Data records
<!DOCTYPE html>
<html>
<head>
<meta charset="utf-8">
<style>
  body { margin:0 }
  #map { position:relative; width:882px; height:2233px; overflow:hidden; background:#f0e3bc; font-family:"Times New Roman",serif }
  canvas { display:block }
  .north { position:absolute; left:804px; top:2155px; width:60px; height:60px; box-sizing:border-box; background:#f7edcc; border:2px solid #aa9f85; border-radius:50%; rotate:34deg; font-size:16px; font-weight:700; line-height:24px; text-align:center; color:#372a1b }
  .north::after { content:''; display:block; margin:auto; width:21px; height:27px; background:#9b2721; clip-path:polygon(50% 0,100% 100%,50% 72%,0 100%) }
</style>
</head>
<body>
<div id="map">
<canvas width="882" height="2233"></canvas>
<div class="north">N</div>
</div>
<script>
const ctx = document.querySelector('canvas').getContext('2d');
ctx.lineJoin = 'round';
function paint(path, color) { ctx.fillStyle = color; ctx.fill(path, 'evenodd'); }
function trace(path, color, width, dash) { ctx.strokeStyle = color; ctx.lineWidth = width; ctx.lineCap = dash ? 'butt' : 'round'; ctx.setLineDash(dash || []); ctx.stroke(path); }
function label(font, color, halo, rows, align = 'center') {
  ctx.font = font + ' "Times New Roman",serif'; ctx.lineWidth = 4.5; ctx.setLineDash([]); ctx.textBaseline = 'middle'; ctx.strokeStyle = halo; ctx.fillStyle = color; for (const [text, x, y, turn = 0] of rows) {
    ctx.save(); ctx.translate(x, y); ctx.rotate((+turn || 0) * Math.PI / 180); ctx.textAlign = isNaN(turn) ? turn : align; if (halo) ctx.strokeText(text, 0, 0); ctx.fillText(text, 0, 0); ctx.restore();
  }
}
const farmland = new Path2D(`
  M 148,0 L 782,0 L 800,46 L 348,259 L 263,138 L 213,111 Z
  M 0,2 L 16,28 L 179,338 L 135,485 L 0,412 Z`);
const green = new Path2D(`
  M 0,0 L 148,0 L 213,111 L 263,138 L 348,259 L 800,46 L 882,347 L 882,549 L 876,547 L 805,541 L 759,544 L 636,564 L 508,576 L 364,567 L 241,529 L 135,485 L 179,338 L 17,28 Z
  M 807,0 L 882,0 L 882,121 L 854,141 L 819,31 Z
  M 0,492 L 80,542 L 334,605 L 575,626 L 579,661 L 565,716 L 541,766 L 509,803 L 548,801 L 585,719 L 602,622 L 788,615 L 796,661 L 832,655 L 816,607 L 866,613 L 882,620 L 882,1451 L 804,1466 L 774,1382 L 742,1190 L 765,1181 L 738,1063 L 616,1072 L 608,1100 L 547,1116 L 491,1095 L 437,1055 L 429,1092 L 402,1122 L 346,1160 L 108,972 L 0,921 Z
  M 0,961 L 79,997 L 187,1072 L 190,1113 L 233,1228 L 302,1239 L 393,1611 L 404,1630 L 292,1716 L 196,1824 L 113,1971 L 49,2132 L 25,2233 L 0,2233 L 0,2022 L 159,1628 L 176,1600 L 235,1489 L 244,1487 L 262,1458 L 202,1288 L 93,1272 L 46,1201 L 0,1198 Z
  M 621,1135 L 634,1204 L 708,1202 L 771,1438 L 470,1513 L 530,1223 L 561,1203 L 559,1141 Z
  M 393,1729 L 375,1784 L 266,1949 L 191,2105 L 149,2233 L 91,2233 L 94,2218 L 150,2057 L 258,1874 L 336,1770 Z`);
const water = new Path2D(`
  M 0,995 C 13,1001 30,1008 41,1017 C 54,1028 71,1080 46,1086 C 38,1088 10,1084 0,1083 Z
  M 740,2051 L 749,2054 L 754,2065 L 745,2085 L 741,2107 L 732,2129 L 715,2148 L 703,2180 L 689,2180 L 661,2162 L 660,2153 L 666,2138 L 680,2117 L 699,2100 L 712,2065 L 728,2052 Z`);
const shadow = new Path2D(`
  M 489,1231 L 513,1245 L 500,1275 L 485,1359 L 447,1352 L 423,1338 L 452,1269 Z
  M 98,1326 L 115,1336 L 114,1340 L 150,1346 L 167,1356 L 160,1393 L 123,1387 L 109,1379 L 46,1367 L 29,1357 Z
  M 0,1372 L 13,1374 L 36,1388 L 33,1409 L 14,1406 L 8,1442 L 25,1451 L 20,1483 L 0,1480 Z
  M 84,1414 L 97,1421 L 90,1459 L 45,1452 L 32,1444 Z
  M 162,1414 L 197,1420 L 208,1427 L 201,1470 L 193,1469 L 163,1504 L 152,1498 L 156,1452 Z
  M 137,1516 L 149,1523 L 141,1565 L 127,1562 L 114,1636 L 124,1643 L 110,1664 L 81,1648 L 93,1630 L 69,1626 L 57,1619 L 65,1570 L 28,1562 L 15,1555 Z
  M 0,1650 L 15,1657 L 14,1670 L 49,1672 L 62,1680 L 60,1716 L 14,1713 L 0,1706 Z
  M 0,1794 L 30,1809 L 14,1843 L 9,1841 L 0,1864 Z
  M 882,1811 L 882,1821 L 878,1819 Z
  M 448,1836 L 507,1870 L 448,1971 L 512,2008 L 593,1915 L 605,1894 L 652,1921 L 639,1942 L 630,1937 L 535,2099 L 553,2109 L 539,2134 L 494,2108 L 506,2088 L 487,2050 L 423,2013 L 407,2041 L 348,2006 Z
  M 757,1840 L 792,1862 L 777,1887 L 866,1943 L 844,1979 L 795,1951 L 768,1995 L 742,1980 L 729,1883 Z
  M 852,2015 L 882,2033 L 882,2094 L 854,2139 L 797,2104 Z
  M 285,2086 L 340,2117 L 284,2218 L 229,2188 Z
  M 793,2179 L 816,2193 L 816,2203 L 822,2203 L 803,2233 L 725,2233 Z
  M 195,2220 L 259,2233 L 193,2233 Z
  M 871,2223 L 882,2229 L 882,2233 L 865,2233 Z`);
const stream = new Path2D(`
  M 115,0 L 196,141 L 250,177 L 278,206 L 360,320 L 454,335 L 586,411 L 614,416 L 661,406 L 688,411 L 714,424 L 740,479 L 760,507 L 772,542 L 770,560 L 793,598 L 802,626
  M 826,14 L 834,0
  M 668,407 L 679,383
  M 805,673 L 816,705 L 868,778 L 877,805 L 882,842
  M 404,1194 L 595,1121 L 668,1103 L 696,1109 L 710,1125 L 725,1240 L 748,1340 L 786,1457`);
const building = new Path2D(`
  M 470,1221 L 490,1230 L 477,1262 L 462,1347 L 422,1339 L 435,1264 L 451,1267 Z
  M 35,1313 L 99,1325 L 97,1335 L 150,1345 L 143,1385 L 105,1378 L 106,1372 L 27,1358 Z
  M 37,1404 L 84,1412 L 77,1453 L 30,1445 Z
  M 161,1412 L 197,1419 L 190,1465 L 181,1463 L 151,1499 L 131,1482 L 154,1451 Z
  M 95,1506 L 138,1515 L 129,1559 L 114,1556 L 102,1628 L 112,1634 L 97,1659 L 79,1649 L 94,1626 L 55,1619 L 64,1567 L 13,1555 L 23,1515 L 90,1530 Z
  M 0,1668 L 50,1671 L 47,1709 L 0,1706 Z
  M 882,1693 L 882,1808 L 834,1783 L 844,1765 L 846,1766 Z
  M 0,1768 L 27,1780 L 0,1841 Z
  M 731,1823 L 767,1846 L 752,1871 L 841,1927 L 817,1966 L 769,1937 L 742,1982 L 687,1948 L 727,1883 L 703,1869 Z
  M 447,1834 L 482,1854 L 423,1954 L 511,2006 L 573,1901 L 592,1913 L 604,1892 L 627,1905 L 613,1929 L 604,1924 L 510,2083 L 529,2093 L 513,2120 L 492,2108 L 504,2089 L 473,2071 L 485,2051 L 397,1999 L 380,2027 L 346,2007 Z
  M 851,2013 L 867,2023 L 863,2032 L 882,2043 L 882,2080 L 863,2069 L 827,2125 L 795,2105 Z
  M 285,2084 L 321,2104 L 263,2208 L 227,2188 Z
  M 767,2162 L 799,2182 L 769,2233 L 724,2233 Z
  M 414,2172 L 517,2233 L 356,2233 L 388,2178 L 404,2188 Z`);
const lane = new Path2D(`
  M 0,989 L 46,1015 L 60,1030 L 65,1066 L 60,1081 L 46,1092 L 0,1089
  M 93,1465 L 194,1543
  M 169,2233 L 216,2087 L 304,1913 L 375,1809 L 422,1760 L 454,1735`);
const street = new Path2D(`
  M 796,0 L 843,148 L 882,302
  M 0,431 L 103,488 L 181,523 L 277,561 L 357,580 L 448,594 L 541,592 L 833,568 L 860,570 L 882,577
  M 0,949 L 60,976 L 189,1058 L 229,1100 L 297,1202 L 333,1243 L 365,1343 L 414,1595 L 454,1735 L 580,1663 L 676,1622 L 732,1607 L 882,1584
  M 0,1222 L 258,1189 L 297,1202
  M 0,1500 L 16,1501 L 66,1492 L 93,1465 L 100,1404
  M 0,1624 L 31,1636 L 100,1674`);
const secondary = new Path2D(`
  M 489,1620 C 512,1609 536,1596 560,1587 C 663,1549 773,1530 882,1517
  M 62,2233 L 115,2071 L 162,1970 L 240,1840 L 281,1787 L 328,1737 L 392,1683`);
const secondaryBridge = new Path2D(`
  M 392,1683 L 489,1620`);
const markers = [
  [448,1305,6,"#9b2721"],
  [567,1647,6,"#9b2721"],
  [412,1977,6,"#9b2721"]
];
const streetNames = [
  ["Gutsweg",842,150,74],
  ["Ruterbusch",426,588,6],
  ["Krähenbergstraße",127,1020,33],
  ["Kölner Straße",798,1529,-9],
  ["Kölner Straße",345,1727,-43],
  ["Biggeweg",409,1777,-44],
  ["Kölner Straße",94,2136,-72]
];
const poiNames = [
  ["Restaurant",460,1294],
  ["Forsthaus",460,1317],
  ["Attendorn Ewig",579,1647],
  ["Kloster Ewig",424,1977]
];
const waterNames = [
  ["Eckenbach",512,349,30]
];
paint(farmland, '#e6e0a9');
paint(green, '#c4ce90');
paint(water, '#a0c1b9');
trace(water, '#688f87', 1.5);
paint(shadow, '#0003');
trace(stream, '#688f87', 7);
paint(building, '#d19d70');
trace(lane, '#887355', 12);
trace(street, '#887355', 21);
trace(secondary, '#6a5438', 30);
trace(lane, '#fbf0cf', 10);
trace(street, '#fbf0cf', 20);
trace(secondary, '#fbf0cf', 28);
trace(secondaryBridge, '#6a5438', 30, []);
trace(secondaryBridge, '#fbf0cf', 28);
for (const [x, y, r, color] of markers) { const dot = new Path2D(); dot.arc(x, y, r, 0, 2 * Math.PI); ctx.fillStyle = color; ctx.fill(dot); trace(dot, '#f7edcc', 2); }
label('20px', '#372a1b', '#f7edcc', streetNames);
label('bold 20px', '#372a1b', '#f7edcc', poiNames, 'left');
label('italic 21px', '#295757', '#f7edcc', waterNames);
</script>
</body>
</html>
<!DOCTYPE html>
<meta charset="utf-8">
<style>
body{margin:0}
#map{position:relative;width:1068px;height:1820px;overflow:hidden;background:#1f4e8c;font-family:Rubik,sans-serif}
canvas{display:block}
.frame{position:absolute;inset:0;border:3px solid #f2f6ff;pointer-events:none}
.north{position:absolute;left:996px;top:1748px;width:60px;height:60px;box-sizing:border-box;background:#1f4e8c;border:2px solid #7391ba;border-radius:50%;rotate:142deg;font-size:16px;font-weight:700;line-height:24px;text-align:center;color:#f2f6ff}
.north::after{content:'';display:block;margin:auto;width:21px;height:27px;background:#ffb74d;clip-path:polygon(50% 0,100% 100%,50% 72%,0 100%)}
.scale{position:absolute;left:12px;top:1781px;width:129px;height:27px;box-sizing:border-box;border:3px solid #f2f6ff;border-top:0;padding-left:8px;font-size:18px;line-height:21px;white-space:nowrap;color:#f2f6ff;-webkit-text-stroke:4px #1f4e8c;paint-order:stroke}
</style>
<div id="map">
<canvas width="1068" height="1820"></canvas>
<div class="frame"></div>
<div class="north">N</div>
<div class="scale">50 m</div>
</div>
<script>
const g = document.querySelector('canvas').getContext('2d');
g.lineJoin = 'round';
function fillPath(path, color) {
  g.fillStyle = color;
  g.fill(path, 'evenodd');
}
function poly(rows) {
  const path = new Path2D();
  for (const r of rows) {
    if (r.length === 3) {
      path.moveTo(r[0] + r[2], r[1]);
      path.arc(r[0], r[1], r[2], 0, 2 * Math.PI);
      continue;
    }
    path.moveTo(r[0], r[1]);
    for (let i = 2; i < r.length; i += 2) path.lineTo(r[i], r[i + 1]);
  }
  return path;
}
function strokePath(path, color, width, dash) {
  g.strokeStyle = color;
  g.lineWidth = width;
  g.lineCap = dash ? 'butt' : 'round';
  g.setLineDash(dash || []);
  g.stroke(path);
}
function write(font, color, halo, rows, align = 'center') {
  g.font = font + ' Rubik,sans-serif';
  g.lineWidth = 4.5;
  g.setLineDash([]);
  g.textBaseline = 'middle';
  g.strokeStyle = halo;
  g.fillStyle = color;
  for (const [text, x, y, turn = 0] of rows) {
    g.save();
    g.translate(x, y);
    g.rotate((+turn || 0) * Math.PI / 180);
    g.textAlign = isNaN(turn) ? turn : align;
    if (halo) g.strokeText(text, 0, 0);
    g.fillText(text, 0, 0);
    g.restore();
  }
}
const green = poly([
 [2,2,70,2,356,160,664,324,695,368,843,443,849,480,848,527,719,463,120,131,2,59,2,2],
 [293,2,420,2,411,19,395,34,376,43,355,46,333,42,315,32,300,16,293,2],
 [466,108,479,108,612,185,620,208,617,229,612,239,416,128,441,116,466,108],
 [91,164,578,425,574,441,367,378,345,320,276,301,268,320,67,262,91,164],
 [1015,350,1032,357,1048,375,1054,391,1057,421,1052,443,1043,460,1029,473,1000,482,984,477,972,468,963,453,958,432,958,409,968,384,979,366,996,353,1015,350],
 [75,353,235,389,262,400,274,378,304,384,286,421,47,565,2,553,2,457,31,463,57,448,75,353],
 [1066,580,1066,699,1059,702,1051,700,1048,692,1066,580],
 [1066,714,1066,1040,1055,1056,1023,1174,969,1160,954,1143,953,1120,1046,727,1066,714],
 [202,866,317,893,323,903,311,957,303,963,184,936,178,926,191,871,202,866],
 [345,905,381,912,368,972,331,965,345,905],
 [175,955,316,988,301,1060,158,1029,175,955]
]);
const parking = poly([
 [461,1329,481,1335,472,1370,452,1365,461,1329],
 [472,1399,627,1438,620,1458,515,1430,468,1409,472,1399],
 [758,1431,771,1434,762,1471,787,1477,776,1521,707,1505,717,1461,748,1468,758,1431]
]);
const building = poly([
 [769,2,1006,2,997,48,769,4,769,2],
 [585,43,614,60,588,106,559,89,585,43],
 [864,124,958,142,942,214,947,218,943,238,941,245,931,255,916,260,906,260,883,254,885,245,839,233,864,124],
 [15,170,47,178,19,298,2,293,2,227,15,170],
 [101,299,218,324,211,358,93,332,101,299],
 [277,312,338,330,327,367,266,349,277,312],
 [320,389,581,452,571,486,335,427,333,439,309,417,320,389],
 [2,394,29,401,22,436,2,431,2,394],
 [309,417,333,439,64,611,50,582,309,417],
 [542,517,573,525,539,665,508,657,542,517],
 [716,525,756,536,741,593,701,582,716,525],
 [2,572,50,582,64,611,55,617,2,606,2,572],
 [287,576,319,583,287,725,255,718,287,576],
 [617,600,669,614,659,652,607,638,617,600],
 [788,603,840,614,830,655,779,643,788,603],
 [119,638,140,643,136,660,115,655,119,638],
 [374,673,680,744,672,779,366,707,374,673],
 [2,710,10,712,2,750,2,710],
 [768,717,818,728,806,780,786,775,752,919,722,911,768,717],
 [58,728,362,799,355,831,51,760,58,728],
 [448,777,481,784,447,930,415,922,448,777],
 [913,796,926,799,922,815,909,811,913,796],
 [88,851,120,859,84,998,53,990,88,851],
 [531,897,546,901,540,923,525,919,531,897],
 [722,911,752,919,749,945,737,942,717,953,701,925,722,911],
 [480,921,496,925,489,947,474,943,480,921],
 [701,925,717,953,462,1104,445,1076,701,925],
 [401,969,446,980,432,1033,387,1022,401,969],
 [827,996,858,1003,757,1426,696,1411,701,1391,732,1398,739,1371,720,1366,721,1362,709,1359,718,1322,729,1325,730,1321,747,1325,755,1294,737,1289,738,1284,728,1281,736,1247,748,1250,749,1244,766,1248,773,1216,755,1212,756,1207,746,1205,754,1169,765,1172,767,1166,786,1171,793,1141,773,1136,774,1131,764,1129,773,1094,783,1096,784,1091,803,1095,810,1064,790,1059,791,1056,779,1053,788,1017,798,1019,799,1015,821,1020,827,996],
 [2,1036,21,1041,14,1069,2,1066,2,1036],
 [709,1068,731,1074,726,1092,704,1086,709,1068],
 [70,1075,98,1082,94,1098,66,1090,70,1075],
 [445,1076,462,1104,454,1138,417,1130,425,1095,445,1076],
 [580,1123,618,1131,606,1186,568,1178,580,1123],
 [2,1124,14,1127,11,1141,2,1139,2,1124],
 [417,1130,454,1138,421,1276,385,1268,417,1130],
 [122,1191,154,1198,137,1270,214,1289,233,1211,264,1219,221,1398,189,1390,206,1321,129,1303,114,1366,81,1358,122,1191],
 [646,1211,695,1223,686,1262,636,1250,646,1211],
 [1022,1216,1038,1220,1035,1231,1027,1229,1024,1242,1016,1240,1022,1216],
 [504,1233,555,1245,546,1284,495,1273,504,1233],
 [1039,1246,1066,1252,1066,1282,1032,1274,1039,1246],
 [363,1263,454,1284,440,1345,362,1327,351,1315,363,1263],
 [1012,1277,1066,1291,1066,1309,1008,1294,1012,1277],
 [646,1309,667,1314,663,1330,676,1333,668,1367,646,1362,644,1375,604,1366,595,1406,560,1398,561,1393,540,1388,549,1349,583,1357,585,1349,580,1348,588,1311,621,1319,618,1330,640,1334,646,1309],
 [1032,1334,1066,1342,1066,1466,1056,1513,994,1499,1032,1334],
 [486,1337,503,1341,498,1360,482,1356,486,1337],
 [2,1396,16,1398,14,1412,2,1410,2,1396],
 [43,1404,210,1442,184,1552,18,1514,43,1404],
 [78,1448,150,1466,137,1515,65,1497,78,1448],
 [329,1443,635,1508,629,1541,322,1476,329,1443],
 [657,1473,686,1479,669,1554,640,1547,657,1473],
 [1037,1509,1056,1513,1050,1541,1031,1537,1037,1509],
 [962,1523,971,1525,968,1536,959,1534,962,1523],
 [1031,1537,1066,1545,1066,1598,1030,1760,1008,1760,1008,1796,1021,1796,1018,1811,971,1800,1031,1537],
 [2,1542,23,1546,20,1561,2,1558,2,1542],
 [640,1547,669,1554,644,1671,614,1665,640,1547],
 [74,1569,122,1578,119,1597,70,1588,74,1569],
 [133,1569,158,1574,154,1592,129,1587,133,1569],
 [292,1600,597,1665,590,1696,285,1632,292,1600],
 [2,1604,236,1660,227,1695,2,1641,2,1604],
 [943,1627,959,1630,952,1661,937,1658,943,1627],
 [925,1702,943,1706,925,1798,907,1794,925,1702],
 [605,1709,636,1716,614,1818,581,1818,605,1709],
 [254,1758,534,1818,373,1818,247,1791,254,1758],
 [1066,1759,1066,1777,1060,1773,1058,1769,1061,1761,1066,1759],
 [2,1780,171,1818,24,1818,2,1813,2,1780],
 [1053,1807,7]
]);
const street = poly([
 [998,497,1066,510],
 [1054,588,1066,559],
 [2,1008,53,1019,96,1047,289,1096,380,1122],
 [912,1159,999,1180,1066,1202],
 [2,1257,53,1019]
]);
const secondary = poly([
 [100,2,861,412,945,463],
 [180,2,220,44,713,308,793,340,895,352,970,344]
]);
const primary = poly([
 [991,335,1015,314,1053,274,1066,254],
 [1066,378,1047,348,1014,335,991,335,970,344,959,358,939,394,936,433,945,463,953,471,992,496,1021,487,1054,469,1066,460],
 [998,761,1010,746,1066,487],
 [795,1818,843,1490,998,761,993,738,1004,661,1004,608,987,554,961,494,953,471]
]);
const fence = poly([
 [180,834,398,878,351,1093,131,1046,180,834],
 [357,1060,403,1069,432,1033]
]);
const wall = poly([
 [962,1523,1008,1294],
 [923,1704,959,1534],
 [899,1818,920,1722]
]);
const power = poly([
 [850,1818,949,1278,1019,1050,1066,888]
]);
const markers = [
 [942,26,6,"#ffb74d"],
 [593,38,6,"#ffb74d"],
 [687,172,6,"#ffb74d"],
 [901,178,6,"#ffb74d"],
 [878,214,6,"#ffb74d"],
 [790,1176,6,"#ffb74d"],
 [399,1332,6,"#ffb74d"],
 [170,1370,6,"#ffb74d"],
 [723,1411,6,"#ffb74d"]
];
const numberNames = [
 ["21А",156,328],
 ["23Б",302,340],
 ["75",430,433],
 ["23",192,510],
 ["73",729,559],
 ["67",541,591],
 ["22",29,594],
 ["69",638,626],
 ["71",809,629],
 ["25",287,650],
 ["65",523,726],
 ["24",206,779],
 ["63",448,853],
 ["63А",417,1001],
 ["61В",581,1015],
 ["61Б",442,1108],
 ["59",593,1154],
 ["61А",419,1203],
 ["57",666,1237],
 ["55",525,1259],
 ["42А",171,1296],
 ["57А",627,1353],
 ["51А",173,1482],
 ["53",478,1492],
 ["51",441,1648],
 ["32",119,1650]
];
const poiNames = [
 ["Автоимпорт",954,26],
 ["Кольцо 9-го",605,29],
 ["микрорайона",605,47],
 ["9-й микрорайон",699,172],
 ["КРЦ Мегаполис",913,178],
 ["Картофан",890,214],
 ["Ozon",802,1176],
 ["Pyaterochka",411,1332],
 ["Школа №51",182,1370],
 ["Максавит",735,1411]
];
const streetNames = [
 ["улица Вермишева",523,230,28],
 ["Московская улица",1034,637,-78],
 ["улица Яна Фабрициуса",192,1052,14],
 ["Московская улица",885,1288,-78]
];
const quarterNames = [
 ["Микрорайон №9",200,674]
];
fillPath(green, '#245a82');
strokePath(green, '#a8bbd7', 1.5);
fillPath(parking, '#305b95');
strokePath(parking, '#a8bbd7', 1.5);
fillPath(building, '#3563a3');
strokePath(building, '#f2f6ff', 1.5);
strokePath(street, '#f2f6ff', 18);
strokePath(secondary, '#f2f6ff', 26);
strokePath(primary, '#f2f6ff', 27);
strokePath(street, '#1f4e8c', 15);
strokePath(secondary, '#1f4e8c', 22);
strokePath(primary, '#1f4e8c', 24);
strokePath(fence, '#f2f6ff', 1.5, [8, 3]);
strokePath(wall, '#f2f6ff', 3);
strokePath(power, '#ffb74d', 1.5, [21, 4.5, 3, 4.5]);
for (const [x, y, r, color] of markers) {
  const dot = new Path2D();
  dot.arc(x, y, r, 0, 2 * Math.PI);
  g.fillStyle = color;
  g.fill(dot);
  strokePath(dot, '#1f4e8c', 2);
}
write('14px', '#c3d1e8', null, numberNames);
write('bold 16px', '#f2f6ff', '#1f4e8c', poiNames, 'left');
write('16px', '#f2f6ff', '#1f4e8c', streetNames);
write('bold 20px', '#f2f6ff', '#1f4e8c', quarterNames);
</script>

What to produce: Look through the entries and return each line that has the word "body" in it.

Your response:
  body { margin:0 }
<body>
</body>
body{margin:0}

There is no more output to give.